Check each line of the listing below for the string "lane", and copy the ones that have it.

··········

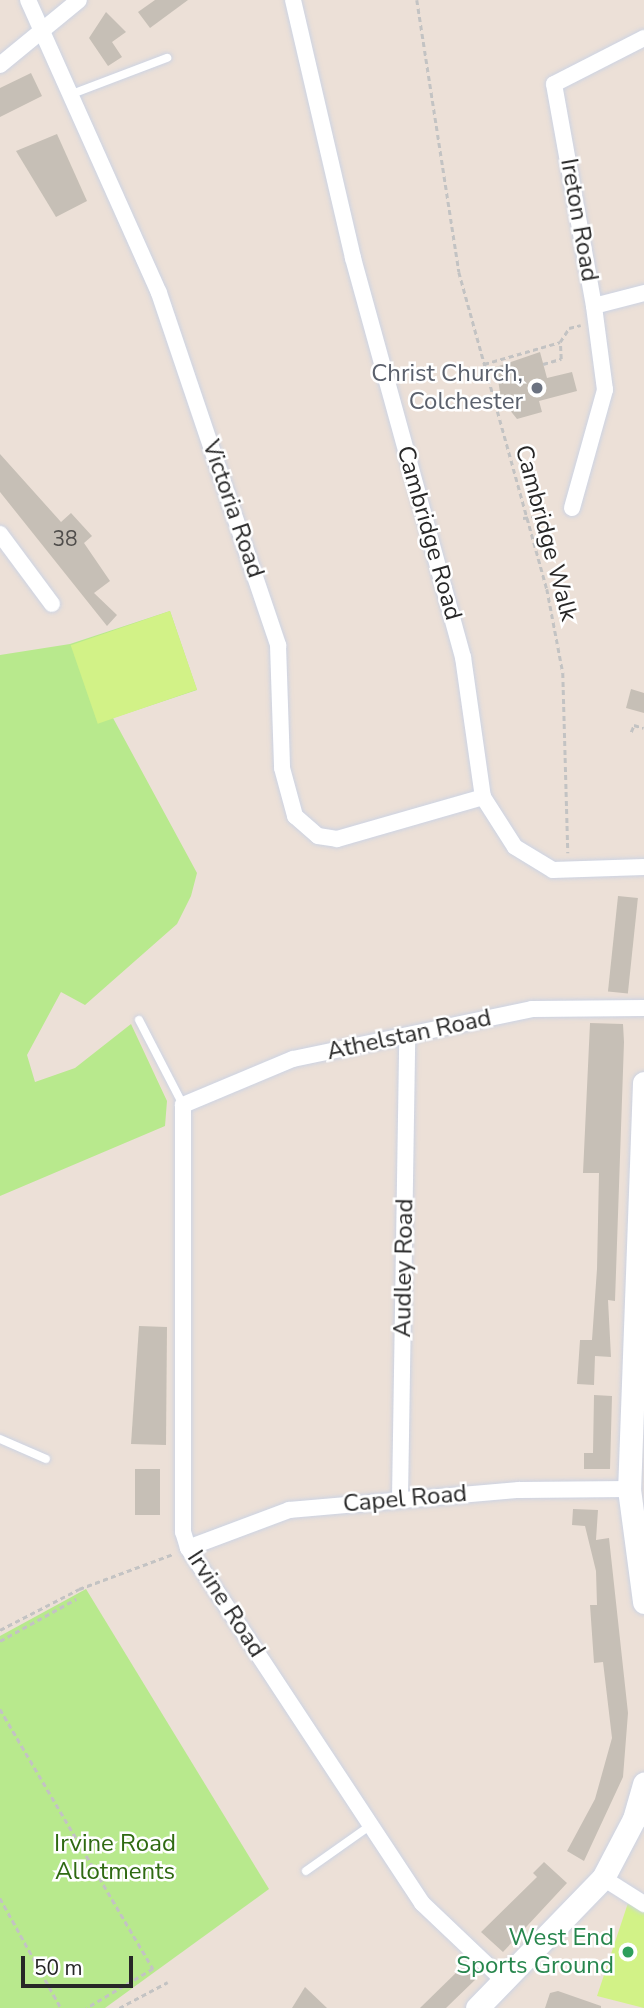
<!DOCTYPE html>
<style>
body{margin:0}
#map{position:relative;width:644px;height:2008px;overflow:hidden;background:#ece0d7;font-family:"Nunito Sans",sans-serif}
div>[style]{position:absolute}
.green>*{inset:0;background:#b8e98d}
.pitch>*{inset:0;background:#d2f287;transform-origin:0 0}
.building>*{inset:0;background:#c6bfb6;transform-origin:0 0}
.path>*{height:2.5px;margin-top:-1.25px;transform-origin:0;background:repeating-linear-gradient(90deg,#c3c3c3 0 5px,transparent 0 8.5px)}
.roads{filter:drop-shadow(0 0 2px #ccd3e3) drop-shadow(0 0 2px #ccd3e3)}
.lane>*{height:8px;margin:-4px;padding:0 4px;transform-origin:4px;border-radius:4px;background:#fff}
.street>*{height:16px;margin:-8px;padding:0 8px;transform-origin:8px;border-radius:8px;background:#fff}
.secondary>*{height:23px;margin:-11.5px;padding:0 11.5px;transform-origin:11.5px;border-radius:11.5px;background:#fff}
.dots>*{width:19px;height:19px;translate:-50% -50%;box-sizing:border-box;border:4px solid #fff;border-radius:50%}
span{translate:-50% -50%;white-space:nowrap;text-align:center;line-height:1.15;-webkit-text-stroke:5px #fff;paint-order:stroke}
.number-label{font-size:21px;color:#4f4d4b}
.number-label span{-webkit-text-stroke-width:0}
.street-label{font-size:24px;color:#272727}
.worship-label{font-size:24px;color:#5b616d}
.right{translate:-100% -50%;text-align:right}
.park-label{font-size:24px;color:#2f6a12}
.leisure-label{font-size:24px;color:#27864d}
.scale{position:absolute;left:21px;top:1956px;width:112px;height:32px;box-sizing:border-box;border:4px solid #272727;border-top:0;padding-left:9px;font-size:21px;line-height:24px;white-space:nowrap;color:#272727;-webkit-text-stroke:5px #fff;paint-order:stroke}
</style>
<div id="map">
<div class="green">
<div style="clip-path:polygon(170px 611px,197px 690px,113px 718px,197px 873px,191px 896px,177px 924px,85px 1005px,61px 992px,27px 1055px,35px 1082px,75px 1068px,131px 1024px,167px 1101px,165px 1126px,0 1196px,0 655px,70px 644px)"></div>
<div style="clip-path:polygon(86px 1589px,269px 1889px,105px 2008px,0 2008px,0 1636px)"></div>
</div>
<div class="pitch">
<div style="left:170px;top:611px;width:83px;height:105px;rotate:71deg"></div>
<div style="clip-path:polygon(628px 1903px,644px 1909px,644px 2008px,597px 1996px)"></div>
</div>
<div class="building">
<div style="clip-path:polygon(155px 0,188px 0,150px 28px,138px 12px)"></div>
<div style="clip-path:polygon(106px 12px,126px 32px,112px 42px,122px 57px,108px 66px,89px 38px)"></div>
<div style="clip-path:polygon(31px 73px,42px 96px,0 117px,0 88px)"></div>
<div style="clip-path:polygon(57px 134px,87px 201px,56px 217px,16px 151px)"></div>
<div style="clip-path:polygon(540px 352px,547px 378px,572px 372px,577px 391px,539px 401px,542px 412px,517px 419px,501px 399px,496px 367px)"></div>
<div style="clip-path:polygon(0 454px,61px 522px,71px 513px,92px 536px,84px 543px,110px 581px,94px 593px,117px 615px,107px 626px,0 492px)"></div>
<div style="clip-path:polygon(631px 689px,644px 693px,644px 713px,626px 708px)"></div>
<div style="left:618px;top:896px;width:20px;height:96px;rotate:6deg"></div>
<div style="clip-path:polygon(590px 1023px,623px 1024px,624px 1042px,615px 1301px,608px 1300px,611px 1357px,595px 1356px,594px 1385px,577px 1384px,580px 1340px,592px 1340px,597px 1269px,599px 1173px,583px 1173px)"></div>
<div style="clip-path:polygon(139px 1326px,167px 1327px,166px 1445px,131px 1444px)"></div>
<div style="clip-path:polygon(594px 1395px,612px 1396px,610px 1469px,584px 1469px,584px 1453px,593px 1453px)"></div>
<div style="left:135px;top:1469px;width:25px;height:46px"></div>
<div style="clip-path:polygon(573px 1509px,598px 1510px,596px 1540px,609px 1538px,628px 1713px,623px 1777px,584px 1861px,567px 1851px,595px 1799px,612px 1738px,603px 1662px,594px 1663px,590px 1605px,597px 1605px,596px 1571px,585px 1526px,572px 1525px)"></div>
<div style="clip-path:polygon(544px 1862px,567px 1883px,503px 1952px,481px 1932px,537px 1877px,533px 1873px)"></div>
<div style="clip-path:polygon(464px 1965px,477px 1978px,446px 2008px,420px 2008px)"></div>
<div style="clip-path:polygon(305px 1987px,327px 2008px,292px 2008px)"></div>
<div style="clip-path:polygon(558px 1991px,601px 2006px,601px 2008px,545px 2008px,550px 1993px)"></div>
</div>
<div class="path">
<div style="left:417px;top:0;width:275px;rotate:81.2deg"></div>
<div style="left:459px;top:272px;width:329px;rotate:74.5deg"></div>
<div style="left:547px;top:589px;width:86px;rotate:79.2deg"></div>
<div style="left:563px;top:673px;width:180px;rotate:88.4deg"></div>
<div style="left:484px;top:364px;width:79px;rotate:-16.1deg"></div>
<div style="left:560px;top:342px;width:17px;rotate:-57deg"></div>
<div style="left:569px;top:328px;width:12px;rotate:-14deg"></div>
<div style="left:543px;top:364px;width:19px;rotate:-16deg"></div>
<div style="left:561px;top:359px;width:17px;rotate:-93deg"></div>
<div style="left:523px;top:518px;width:34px;rotate:-5deg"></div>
<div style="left:631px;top:732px;width:8px;rotate:-67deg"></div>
<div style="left:634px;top:725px;width:10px;rotate:17deg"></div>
<div style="left:0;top:1630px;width:89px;rotate:-27.4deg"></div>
<div style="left:79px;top:1589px;width:100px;rotate:-20.4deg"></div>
<div style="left:0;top:1641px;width:87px;rotate:-28.9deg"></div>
<div style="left:0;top:1709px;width:302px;rotate:59.5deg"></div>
<div style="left:153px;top:1969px;width:77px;rotate:149.4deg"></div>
<div style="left:0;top:1898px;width:126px;rotate:61deg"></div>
<div style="left:119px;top:2008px;width:55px;rotate:-28deg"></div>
</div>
<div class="roads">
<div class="lane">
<div style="left:72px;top:94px;width:102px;rotate:-20.8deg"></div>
<div style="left:139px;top:1020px;width:96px;rotate:62.6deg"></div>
<div style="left:0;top:1439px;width:50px;rotate:23.5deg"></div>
<div style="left:306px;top:1871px;width:80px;rotate:-35.3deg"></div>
</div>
<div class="street">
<div style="left:28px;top:0;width:321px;rotate:65.9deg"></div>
<div style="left:159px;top:293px;width:372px;rotate:71.3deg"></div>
<div style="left:278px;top:645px;width:123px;rotate:88.1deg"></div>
<div style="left:282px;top:768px;width:50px;rotate:74.8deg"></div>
<div style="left:295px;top:816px;width:30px;rotate:41deg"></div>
<div style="left:318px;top:836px;width:19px;rotate:9deg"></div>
<div style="left:337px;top:839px;width:152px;rotate:-16deg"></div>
<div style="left:293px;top:0;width:265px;rotate:76.9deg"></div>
<div style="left:353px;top:258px;width:414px;rotate:74.6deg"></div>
<div style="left:463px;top:657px;width:141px;rotate:81.9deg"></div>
<div style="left:483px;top:797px;width:59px;rotate:57.4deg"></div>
<div style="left:515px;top:847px;width:44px;rotate:31.2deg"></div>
<div style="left:553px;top:870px;width:91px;rotate:-1.9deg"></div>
<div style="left:644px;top:38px;width:101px;rotate:152.9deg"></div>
<div style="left:554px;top:84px;width:226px;rotate:79.8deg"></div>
<div style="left:594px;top:306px;width:52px;rotate:-14.6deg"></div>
<div style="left:0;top:65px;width:102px;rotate:-39.4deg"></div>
<div style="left:572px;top:508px;width:123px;rotate:-74.4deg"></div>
<div style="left:605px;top:390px;width:85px;rotate:-97.5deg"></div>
<div style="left:0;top:534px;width:87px;rotate:53.4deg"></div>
<div style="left:400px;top:1499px;width:462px;rotate:-89.1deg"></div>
<div style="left:188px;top:1548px;width:108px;rotate:-20.6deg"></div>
<div style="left:289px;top:1510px;width:231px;rotate:-5deg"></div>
<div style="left:519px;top:1490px;width:110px;rotate:-0.5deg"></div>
<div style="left:603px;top:1878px;width:49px;rotate:32.4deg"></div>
<div style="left:503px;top:1980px;width:112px;rotate:-136.5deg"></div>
<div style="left:422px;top:1903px;width:425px;rotate:-123.4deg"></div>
<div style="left:188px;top:1548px;width:17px;rotate:-107deg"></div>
<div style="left:183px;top:1532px;width:427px;rotate:-90deg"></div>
<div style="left:183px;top:1105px;width:119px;rotate:-22.7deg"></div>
<div style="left:293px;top:1059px;width:244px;rotate:-11.8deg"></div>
<div style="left:532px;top:1009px;width:112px;rotate:-0.5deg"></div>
</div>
<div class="secondary">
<div style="left:644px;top:1083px;width:406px;rotate:92.1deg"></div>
<div style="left:629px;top:1489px;width:114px;rotate:82.4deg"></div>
<div style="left:477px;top:2008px;width:181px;rotate:-45.9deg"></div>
<div style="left:603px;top:1878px;width:67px;rotate:-62.3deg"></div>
<div style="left:634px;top:1819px;width:37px;rotate:-74deg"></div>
</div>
</div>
<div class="dots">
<div style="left:537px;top:388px;background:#6b7280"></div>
<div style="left:628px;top:1952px;background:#2e9e5b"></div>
</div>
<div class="number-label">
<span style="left:65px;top:539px">38</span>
</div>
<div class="street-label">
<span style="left:579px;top:220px;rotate:80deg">Ireton Road</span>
<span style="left:233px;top:509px;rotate:71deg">Victoria Road</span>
<span style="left:429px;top:533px;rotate:74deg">Cambridge Road</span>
<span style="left:546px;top:533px;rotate:75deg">Cambridge Walk</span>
<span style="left:409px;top:1035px;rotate:-12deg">Athelstan Road</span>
<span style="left:404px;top:1268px;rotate:-89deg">Audley Road</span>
<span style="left:405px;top:1499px;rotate:-5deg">Capel Road</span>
<span style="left:226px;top:1604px;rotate:57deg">Irvine Road</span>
</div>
<div class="worship-label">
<span class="right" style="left:523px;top:388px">Christ Church,<br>Colchester</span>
</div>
<div class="park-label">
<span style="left:115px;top:1858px">Irvine Road<br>Allotments</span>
</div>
<div class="leisure-label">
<span class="right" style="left:614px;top:1952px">West End<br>Sports Ground</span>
</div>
<div class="scale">50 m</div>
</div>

··········

Answer to this task:
.lane>*{height:8px;margin:-4px;padding:0 4px;transform-origin:4px;border-radius:4px;background:#fff}
<div class="lane">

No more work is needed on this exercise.